Contracts with retailers too strict?

“— Well, let’s make our own marketplace, online, and with its own audience.”

This idea requires decentralising trust itself, without which it would be impossible for thousands of market users who don’t know each other to achieve self-organisation. It appeared at exactly the right moment: when blockchain had already been invented. But it’s one thing to successfully send, receive and save small packets of data. It’s another matter entirely to set up a multi-level global business within a two-dimensional system, including such powerful sectors as logistics, support and payments, while preserving its operating capacity. Could you live in a life-size sketch of a house, rather than at home? It turns out that the answer to the marketing inquiry of a project like Hamster Marketplace will be a fundamental technological solution, making it necessary to create a totally new type of management mechanism. In this case more than crypto technology is needed. All the same, you have to start working from an outline of the project on paper.

Isaac Asimov

What’s Isaac Asimov got to do with it?

What’s Isaac Asimov got to do with it?

Firstly, he’s one of our favourite science fiction authors.

Secondly, when we began to lay out the principles which a truly decentralised distributed system for managing a business should follow, it quickly became clear that we were forming our own laws of robotics. But in our case the chance of putting our ideas into practice is within sight, unlike Asimov, who created laws but didn’t live long enough to see robots appear.

As a side note, Asimov would probably have approved of the idea of a system that governs itself without outside interference.

Let’s get digging
Automatisation and decentralisation of the business management process can take root at very different levels: from the surface to the deepest level, which creates a fundamentally new way of managing a company.

The simplest method to put into practice is managing a company according to the principle of a joint-stock company, where the shareholders are the producers who are represented on the marketplace — once a year they choose the governing body of the company. The governing body in turn manages the company like a normal business, for a salary plus bonuses. In this case blockchain acts as a protection against corporate machinations with voting.

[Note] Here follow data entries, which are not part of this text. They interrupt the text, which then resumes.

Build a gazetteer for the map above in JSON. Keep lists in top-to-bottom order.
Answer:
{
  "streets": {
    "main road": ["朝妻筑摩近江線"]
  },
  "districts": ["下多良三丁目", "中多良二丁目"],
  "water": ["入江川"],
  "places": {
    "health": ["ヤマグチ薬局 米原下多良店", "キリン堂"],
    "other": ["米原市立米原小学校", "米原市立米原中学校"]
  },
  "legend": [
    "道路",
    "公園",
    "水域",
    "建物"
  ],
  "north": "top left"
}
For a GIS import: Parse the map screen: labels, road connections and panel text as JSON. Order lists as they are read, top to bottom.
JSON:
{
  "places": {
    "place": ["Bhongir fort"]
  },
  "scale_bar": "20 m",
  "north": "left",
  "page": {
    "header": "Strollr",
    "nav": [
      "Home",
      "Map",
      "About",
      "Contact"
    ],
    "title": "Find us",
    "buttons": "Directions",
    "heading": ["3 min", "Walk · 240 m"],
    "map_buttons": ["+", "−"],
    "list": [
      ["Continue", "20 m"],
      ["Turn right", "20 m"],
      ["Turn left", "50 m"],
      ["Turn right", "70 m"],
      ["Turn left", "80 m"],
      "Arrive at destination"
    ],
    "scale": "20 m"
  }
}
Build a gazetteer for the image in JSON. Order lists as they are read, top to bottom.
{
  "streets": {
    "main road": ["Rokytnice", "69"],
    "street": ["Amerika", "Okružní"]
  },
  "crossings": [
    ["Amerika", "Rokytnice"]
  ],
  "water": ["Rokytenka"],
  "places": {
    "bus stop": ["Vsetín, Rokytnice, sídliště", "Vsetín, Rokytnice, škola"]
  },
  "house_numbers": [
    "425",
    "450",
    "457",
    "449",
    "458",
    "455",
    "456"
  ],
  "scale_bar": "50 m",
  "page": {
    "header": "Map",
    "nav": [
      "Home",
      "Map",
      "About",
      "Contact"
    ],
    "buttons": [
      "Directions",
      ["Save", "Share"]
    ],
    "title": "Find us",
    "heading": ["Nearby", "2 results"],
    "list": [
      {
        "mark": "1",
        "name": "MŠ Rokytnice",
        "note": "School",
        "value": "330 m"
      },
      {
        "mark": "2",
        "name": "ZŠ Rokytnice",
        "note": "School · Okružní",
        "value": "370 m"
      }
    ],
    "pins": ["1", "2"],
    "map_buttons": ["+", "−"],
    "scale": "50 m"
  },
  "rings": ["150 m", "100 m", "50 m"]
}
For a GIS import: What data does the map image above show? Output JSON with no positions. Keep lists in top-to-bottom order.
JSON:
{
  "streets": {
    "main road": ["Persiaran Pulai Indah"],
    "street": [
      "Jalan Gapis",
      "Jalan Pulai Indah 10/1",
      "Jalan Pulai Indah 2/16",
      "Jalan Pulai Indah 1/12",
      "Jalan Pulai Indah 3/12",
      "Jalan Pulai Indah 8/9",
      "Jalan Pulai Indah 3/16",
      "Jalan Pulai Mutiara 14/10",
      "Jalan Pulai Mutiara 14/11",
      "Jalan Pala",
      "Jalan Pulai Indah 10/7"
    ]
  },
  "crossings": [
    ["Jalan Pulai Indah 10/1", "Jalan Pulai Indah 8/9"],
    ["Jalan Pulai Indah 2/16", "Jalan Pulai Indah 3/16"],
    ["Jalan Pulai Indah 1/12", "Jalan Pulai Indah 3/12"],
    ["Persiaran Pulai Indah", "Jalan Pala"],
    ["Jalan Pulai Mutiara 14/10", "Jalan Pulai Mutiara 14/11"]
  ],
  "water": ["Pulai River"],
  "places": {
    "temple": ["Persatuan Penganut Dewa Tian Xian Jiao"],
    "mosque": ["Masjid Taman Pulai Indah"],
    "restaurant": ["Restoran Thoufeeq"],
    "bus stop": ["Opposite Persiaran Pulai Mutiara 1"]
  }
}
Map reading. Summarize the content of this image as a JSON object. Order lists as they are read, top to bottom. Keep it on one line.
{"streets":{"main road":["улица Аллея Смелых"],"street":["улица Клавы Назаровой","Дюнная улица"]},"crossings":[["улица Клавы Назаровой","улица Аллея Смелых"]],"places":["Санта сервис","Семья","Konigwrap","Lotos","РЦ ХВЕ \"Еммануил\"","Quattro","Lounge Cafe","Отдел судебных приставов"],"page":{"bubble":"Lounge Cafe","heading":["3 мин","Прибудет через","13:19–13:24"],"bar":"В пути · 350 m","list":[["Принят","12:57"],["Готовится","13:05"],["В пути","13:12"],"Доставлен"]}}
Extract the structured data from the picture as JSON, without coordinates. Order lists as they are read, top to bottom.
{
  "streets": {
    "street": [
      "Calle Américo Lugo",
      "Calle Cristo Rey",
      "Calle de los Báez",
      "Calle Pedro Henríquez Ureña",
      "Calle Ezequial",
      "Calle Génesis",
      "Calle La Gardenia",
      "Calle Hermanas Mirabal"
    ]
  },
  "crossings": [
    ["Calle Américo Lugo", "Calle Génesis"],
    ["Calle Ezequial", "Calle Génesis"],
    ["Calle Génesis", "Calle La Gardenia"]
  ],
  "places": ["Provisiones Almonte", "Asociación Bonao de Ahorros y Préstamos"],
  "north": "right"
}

At the next level of immersion into the architecture of the business, blockchain can offer a reliable infrastructure for bookkeeping. According to the most recent EU directives, records in blockchain can be considered by the examining bodies as official valid documents. As such they can serve as an instrument for confirming honesty for the company’s shareholders, who want to be sure that the data given by management in the accounts is valid.

If the two points mentioned above are hardly new, then not a single business in the world has yet used blockchain directly to manage the company’s budget or allocate resources. Blockchain is necessary here not so much as a mechanism for transactions (it’s not going to be possible any time soon for a legal business to function fully using crypto currencies), but as a mechanism for transferring and taking into account orders to a normal bank. Orders in the form of smart-contracts allow the process to be additionally automatised and sped up on the one hand, and guarantee a new level of reliability on the other.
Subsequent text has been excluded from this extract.